Encore un anglicisme qui fait florès chez les recruteurs. Né aux Etats-Unis dans les années 2000, petit frère du brainstorming, le design thinking a germé dans le monde du… design. Peu à peu, il conquiert tous les pans de l’activité d’une entreprise, tous secteurs confondus. Depuis un an, c’est au tour des directions des ressources humaines de succomber. Mais, qu’est-ce donc que le design thinking ? « Une méthode structurée de recherche de solutions créatives, tournée vers les besoins du client – en l’occurrence ici le collaborateur », répond Fabrice Mauléon, consultant de New world skills (NWS), société de conseils. « Un problème est identifié ? Un concept trouvé. On le teste sur le terrain. Si besoin, on le fait évoluer, voire on l’abandonne. Un processus d’itération. En période de crise, les entreprises sont pressées. La logique qui prévaut ici est celle des temps courts. Depuis douze mois, je vois émerger des besoins de ces fonctions supports que sont les directions des ressources humaines. Elles se repensent. »

La foire aux idées

« Schmidt fait bouger les lignes » ? La signature du cuisiniste alsacien donne le ton de ce qui se passe depuis deux ans dans le service de Patrice Casenave, directrice de la relation humaine et de la transformation pour l’entreprise étendue. C’est « design thinking » à tous les étages » ! Opérateurs, responsables de magasins – on en compte 700 au total –, managers, Comex… tous sont dans le même mouvement du « DT des RH ». Née d’une séance collaborative de recherche d’innovation, l’évaluation des managers par leurs N+1 et N-1 fait un tabac. Démarche volontaire, 130 sur 300 managers s’y sont déjà collés. Il y a même une liste d’attente…
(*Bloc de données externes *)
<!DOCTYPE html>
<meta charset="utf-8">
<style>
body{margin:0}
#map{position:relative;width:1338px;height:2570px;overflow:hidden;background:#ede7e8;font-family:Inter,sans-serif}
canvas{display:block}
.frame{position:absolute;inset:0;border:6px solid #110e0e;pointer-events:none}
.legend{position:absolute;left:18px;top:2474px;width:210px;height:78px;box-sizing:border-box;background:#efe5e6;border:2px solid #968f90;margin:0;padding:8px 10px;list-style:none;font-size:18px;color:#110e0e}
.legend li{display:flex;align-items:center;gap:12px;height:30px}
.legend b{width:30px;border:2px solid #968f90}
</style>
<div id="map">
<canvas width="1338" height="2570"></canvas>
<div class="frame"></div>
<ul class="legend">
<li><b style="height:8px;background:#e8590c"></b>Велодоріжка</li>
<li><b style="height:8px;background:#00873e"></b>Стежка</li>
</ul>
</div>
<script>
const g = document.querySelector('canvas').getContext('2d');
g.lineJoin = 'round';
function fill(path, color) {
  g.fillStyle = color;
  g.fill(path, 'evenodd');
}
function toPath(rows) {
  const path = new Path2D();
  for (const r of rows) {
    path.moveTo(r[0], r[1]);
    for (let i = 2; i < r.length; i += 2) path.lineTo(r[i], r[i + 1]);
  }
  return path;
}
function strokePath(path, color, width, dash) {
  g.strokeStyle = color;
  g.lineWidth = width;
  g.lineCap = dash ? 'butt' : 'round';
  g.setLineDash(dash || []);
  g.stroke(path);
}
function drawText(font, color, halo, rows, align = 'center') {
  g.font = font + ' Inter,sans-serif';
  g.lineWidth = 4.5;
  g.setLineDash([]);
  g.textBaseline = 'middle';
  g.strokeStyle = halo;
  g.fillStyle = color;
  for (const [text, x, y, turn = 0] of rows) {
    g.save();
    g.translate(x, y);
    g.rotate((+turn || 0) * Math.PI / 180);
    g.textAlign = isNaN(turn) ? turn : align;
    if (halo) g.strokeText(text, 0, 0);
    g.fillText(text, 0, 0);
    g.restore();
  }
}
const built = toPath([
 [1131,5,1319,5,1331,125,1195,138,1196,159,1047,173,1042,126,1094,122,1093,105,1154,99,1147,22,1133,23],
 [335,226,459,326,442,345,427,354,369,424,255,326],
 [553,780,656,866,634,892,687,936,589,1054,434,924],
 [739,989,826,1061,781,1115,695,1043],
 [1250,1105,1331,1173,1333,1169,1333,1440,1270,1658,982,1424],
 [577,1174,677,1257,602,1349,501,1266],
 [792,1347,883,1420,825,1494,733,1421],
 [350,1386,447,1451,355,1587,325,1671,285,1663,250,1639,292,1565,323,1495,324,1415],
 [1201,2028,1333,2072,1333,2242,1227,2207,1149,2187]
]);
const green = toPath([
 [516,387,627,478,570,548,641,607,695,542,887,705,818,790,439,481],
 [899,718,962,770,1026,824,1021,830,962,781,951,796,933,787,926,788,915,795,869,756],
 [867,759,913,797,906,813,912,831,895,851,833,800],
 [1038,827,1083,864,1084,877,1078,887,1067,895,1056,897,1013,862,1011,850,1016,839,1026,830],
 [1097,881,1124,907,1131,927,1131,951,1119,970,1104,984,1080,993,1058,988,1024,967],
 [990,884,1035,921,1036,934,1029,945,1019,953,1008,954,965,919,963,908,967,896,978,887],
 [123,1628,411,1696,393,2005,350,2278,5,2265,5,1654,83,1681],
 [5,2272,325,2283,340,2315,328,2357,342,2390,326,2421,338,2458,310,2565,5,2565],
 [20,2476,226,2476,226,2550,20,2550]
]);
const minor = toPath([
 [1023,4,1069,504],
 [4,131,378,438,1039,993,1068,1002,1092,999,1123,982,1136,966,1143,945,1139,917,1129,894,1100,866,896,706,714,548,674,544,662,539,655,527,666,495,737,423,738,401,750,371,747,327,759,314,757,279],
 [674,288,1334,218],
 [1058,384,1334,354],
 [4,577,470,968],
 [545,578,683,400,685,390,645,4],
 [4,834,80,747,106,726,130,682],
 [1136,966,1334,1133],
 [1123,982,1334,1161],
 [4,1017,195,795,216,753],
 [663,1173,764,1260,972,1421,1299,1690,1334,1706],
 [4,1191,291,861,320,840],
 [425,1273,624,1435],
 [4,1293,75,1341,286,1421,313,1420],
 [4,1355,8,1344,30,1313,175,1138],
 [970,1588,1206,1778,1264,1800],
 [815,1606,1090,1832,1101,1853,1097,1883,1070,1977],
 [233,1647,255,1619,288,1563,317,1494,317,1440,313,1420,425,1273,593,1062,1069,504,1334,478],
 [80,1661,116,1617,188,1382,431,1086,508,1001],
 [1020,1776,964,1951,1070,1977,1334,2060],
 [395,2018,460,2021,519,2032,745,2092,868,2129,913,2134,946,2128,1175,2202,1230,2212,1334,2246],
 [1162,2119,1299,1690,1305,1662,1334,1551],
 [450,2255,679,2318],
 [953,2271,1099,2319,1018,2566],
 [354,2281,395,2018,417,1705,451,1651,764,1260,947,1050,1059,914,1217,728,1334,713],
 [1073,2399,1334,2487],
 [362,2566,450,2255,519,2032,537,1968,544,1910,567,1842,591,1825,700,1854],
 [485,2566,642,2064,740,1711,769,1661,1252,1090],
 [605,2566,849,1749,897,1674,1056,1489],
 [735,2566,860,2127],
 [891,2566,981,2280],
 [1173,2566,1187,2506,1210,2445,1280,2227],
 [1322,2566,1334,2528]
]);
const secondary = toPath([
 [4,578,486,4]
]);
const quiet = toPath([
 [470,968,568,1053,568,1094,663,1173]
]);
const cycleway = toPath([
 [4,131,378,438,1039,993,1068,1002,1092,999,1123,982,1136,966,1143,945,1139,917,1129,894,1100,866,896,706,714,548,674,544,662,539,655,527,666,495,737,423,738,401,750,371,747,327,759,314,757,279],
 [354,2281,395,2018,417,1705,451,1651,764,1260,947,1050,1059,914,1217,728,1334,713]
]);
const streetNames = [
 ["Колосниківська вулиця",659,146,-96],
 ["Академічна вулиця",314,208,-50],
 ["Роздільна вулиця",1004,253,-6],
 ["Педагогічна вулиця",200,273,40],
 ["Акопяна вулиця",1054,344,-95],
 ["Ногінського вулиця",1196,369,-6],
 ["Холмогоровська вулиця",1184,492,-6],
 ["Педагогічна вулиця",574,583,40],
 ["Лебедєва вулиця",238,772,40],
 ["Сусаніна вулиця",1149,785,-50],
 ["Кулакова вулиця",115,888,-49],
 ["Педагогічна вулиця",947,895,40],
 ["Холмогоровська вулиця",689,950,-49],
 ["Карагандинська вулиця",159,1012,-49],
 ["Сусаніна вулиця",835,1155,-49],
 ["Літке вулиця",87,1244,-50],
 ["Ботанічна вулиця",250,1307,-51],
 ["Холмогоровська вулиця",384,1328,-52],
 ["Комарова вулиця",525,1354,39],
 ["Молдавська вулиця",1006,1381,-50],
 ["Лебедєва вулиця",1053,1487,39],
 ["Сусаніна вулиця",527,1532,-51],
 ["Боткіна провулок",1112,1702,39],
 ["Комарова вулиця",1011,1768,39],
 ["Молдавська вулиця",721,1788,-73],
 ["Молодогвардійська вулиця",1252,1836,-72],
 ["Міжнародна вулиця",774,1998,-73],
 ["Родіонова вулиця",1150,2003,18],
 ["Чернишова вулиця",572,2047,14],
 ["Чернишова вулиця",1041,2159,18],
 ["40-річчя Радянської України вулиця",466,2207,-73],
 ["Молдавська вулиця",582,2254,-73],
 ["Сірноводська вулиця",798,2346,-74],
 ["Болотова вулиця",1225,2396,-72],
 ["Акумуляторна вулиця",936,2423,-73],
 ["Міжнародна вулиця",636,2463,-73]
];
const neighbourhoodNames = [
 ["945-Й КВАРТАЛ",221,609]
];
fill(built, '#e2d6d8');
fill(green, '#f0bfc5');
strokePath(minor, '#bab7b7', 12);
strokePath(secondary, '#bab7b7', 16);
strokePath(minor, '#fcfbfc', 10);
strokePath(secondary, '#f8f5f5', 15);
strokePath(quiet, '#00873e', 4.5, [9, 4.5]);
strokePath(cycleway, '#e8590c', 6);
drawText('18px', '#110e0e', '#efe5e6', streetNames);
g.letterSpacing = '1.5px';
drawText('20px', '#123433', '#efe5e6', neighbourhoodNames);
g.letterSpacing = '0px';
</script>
Et Philippe Burger, associé chez Deloitte, spécialiste en capital humain, de lister quelques questions qui doivent guider la démarche de design thinking. « Comment fonctionnent les salariés ? Quelles sont leurs attentes ? Quels sont les besoins d’interactions inter-services ? Qu’est-ce qui peut les aider à se sentir bien dans leur environnement professionnel ? Comment l’entreprise peut-elle prendre en compte ce besoin de personnalisation ? » Dans les sociétés adeptes, le design thinking débride la créativité. Quelques exemples en vrac : nouveau mobilier, développement du télétravail, connaissance des métiers de la maison mère ou des filiales, célébration des succès, reverse mentoring (ou comment un salarié de la Génération Y coache un cadre expérimenté), financement d’un projet personnel du salarié – comme chez HomeServe, société de services pour la maison… D’annuel, l’entretien individuel peut devenir continu – comme pour le baccalauréat –, avec une base de données ou un cahier de doléances en ligne accessibles en permanence pour les salariés.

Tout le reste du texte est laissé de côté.